DATA EXTRACT →
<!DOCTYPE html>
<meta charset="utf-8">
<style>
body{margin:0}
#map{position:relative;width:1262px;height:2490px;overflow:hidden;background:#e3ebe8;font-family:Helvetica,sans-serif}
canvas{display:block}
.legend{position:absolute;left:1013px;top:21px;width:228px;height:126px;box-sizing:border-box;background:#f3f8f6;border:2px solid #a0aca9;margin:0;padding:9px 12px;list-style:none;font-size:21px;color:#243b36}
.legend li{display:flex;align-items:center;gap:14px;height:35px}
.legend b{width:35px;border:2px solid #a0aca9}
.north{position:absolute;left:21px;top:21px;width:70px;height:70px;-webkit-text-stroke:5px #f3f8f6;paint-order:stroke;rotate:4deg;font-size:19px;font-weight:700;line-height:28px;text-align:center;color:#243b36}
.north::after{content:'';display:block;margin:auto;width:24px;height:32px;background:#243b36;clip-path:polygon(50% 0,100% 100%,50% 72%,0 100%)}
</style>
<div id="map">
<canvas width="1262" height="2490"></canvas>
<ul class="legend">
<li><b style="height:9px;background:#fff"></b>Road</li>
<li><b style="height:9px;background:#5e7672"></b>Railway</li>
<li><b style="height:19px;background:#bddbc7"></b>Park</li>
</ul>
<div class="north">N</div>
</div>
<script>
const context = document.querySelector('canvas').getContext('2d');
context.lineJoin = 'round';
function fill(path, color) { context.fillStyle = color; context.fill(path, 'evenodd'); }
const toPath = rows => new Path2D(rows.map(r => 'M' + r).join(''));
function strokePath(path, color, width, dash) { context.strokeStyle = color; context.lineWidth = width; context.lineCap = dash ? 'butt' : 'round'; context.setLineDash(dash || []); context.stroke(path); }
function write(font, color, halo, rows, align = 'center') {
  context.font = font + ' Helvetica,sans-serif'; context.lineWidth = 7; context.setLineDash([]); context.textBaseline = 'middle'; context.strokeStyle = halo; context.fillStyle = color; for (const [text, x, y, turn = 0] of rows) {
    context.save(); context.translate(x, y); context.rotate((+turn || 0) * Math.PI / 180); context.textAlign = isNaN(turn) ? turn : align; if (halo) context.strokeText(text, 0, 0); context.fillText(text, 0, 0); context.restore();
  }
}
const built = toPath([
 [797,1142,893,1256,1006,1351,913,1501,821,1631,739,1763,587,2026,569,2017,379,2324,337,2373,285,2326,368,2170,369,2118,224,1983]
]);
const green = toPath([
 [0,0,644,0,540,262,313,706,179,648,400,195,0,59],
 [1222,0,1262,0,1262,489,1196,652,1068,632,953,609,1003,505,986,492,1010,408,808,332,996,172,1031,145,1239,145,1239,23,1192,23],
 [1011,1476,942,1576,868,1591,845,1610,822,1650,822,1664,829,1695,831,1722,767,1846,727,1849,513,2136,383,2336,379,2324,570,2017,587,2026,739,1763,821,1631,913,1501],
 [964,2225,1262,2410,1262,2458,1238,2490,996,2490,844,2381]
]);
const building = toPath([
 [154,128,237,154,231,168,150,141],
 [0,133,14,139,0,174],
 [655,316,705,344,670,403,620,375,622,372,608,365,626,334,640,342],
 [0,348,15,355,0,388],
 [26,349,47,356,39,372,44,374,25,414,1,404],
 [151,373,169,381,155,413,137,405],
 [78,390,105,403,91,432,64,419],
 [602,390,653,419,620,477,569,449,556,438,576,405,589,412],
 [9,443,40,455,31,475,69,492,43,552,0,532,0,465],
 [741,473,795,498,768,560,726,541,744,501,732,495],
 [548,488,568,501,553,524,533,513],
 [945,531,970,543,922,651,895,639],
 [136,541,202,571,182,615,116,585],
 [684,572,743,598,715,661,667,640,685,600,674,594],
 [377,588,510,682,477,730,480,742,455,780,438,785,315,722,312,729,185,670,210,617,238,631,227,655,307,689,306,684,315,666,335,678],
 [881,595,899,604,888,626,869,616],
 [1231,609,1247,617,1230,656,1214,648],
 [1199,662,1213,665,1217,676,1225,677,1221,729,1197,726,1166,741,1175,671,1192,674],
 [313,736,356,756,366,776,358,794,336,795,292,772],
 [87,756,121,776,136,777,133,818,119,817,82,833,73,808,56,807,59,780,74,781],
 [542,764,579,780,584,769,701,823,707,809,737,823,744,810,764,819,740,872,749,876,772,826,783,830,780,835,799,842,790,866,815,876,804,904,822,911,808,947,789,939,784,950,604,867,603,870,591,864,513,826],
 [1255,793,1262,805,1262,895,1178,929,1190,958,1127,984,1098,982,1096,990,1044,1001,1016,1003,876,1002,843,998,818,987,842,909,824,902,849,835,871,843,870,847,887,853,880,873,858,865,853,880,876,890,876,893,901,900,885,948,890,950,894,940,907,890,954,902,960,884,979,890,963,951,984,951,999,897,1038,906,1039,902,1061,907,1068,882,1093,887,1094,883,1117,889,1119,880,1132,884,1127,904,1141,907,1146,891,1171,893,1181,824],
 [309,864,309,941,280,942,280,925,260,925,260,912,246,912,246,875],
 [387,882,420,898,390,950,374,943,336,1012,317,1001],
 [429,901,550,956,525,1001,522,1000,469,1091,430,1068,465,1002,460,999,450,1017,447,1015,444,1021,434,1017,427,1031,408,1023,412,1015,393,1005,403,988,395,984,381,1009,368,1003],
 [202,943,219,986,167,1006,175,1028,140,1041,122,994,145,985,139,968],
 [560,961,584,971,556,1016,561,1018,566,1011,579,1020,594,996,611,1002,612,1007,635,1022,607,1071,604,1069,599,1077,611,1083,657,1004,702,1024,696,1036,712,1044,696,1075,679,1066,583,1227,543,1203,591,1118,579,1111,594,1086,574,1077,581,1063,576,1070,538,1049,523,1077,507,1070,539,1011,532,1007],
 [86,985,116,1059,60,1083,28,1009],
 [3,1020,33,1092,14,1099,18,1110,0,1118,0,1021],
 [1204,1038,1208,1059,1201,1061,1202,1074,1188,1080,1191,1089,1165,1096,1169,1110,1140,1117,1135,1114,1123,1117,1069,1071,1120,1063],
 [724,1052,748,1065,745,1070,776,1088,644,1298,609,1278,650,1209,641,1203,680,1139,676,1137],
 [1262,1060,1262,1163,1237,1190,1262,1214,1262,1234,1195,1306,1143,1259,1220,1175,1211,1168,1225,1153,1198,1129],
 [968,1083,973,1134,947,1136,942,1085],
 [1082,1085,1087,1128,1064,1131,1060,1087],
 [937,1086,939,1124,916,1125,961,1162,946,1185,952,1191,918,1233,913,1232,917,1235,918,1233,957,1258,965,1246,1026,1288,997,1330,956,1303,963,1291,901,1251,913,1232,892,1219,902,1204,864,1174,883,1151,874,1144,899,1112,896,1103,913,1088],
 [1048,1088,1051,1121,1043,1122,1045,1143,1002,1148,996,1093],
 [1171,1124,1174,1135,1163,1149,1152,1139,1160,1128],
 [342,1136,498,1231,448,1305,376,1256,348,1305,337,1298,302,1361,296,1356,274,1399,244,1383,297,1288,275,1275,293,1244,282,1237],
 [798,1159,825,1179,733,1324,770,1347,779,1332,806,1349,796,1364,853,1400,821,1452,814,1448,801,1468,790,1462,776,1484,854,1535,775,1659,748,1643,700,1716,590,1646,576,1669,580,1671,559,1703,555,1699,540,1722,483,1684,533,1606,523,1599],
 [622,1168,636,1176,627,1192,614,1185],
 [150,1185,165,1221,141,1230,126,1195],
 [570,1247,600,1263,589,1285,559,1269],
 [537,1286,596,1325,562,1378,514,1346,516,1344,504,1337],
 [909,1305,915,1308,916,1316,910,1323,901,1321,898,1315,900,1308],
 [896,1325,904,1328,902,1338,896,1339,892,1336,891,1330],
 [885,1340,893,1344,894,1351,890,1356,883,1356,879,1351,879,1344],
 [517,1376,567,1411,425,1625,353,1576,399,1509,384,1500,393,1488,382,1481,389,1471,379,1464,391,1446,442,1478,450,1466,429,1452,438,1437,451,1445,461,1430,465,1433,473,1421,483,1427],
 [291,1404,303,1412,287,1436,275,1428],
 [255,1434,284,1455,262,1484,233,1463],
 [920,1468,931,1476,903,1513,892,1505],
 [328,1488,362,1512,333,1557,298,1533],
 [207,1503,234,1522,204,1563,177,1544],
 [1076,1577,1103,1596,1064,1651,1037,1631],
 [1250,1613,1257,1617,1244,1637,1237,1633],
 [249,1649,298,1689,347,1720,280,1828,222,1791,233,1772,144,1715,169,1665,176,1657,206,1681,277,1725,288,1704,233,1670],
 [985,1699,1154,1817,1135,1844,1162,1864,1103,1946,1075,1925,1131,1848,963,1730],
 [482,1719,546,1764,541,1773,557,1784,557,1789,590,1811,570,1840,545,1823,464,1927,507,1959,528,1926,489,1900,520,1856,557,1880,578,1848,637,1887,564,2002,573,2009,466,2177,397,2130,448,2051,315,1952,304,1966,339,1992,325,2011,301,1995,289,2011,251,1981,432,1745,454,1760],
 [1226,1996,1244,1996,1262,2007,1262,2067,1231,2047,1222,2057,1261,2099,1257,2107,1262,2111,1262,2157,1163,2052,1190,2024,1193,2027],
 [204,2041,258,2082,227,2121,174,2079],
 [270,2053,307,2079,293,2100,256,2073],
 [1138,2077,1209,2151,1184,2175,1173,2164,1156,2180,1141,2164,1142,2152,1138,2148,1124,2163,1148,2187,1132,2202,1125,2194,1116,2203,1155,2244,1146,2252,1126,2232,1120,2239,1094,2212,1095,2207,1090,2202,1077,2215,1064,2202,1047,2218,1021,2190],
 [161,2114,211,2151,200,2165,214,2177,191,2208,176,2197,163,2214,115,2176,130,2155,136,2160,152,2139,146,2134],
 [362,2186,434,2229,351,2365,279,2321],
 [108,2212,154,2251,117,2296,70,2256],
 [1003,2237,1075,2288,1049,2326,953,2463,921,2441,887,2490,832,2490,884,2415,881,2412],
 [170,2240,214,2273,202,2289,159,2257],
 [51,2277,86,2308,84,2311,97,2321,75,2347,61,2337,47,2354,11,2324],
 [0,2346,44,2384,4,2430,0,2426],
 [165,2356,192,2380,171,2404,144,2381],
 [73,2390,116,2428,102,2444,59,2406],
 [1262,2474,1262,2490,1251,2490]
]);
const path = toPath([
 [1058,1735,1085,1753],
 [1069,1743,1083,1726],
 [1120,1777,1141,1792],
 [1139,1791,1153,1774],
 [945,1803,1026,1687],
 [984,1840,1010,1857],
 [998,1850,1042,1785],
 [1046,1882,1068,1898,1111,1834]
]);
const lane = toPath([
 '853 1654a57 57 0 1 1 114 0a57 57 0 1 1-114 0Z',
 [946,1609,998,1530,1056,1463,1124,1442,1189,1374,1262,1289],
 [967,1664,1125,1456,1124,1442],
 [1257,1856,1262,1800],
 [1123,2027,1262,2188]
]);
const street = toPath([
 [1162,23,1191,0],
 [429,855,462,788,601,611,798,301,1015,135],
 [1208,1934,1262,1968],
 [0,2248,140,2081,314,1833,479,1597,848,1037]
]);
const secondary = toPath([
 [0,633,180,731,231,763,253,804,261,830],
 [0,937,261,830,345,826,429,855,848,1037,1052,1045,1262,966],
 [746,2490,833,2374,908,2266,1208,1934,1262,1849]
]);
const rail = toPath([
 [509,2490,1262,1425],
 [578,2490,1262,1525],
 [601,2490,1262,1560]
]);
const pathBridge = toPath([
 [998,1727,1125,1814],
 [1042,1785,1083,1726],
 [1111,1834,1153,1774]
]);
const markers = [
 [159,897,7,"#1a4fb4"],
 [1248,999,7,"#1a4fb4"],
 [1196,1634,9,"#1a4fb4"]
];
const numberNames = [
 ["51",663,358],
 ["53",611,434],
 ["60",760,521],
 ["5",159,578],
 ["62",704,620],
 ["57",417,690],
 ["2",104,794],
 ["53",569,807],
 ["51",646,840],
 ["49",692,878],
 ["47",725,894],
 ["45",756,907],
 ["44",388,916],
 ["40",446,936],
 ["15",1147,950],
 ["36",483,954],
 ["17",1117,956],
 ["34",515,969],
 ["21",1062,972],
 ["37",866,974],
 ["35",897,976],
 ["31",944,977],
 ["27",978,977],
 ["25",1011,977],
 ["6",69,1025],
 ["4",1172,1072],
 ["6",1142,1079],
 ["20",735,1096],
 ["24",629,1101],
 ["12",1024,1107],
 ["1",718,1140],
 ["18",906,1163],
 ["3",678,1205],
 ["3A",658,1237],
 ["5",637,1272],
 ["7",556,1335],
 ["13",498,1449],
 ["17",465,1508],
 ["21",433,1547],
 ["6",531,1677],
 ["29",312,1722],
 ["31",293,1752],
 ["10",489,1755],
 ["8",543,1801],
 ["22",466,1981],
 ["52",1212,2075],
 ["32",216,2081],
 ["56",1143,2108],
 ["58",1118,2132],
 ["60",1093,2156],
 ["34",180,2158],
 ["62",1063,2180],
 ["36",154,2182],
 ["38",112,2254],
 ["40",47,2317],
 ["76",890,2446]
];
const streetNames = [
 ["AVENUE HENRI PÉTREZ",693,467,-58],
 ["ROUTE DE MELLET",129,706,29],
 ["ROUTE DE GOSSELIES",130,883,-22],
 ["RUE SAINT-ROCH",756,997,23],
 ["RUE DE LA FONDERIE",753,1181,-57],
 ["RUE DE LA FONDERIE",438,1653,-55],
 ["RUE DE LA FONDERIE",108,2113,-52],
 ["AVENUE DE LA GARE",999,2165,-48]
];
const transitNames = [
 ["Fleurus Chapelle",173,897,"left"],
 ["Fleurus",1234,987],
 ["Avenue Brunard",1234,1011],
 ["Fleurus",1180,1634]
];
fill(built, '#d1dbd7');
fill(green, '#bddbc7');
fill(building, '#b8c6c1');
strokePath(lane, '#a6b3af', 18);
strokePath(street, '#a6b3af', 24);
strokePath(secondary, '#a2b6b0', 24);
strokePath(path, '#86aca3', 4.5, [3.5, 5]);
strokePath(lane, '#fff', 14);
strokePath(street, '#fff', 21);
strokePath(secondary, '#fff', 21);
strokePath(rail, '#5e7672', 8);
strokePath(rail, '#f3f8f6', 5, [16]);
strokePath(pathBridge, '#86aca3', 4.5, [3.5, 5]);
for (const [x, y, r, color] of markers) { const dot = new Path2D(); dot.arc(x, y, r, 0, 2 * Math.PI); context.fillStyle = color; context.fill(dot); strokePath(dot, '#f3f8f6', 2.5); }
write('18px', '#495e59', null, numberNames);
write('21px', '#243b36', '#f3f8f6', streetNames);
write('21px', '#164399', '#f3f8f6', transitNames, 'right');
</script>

INSTRUCTIONS TO FOLLOW →
Find and copy each line of the listing above that holds the word "lineWidth".

RESULT OF THIS EXERCISE →
function strokePath(path, color, width, dash) { context.strokeStyle = color; context.lineWidth = width; context.lineCap = dash ? 'butt' : 'round'; context.setLineDash(dash || []); context.stroke(path); }
  context.font = font + ' Helvetica,sans-serif'; context.lineWidth = 7; context.setLineDash([]); context.textBaseline = 'middle'; context.strokeStyle = halo; context.fillStyle = color; for (const [text, x, y, turn = 0] of rows) {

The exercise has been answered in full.